• [YOUR GOAL]: Nothing in the data should change when you return it, but leave the pictures out.

(Dataset entries)
——————————

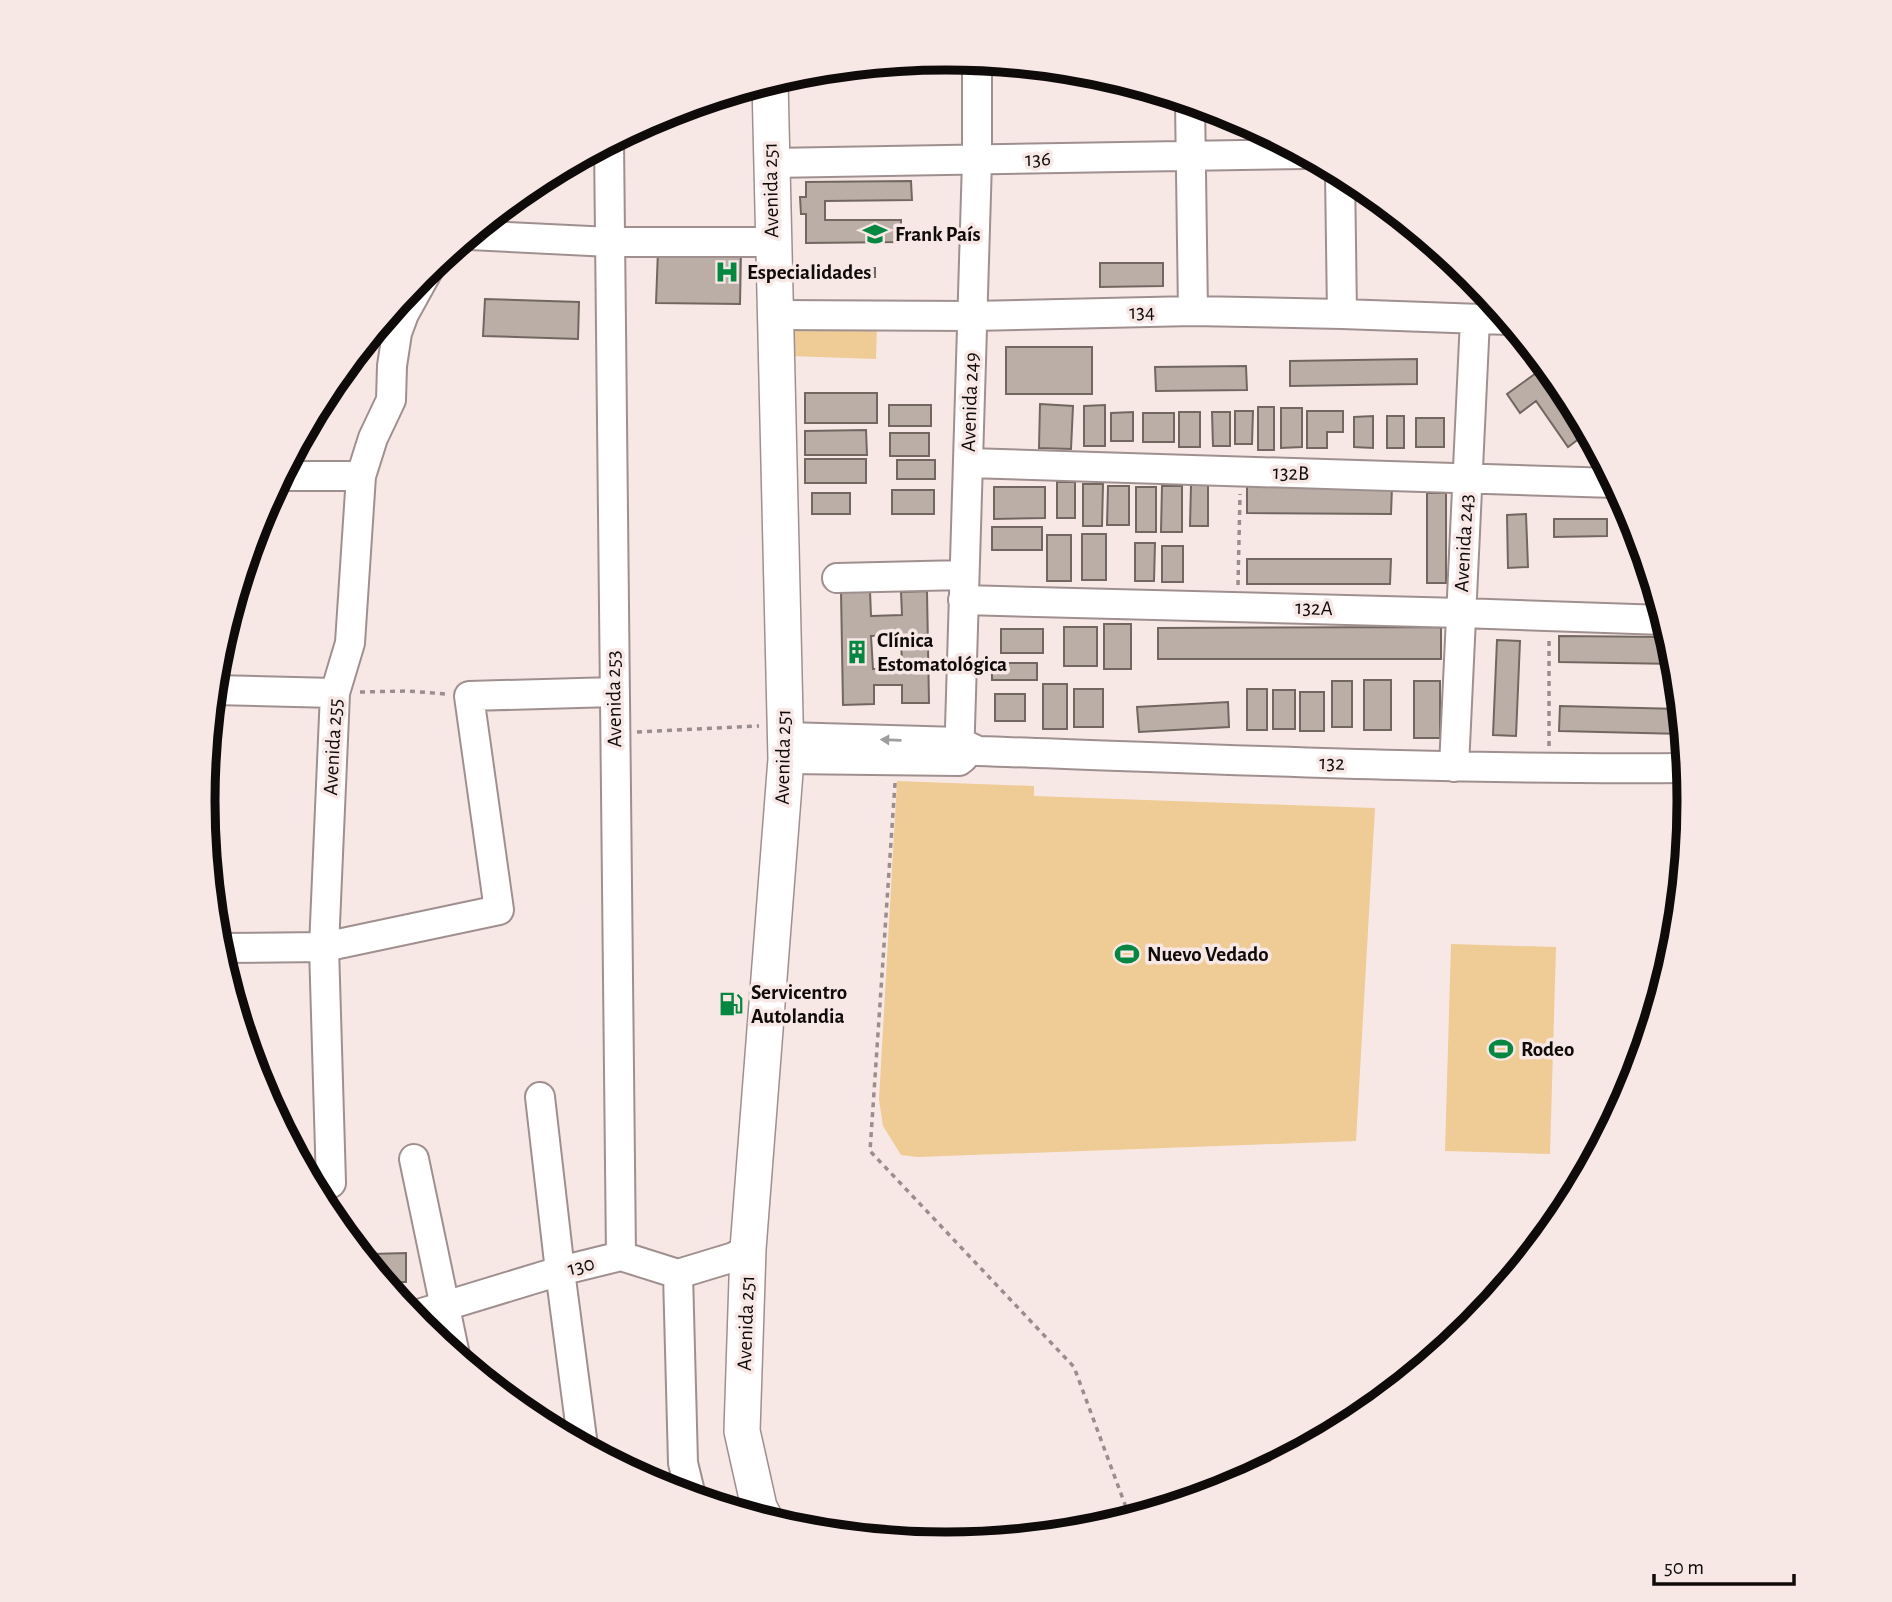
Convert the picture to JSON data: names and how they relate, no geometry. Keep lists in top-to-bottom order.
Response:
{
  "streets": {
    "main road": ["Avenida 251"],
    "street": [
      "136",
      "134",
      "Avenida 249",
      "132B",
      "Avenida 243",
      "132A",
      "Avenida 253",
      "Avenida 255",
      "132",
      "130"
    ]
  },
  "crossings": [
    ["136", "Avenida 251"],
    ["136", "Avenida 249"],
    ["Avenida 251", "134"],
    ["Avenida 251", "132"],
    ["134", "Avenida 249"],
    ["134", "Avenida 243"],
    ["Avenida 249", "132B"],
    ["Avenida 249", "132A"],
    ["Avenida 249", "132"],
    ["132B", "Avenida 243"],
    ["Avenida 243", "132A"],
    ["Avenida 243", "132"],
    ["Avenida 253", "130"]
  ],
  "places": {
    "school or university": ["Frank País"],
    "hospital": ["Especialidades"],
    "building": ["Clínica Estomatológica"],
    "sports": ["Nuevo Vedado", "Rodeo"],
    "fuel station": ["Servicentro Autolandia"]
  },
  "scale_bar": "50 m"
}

——————————

• [TASK RESPONSE]:
Convert the picture to JSON data: names and how they relate, no geometry. Keep lists in top-to-bottom order.
Response:
{
  "streets": {
    "main road": ["Avenida 251"],
    "street": [
      "136",
      "134",
      "Avenida 249",
      "132B",
      "Avenida 243",
      "132A",
      "Avenida 253",
      "Avenida 255",
      "132",
      "130"
    ]
  },
  "crossings": [
    ["136", "Avenida 251"],
    ["136", "Avenida 249"],
    ["Avenida 251", "134"],
    ["Avenida 251", "132"],
    ["134", "Avenida 249"],
    ["134", "Avenida 243"],
    ["Avenida 249", "132B"],
    ["Avenida 249", "132A"],
    ["Avenida 249", "132"],
    ["132B", "Avenida 243"],
    ["Avenida 243", "132A"],
    ["Avenida 243", "132"],
    ["Avenida 253", "130"]
  ],
  "places": {
    "school or university": ["Frank País"],
    "hospital": ["Especialidades"],
    "building": ["Clínica Estomatológica"],
    "sports": ["Nuevo Vedado", "Rodeo"],
    "fuel station": ["Servicentro Autolandia"]
  },
  "scale_bar": "50 m"
}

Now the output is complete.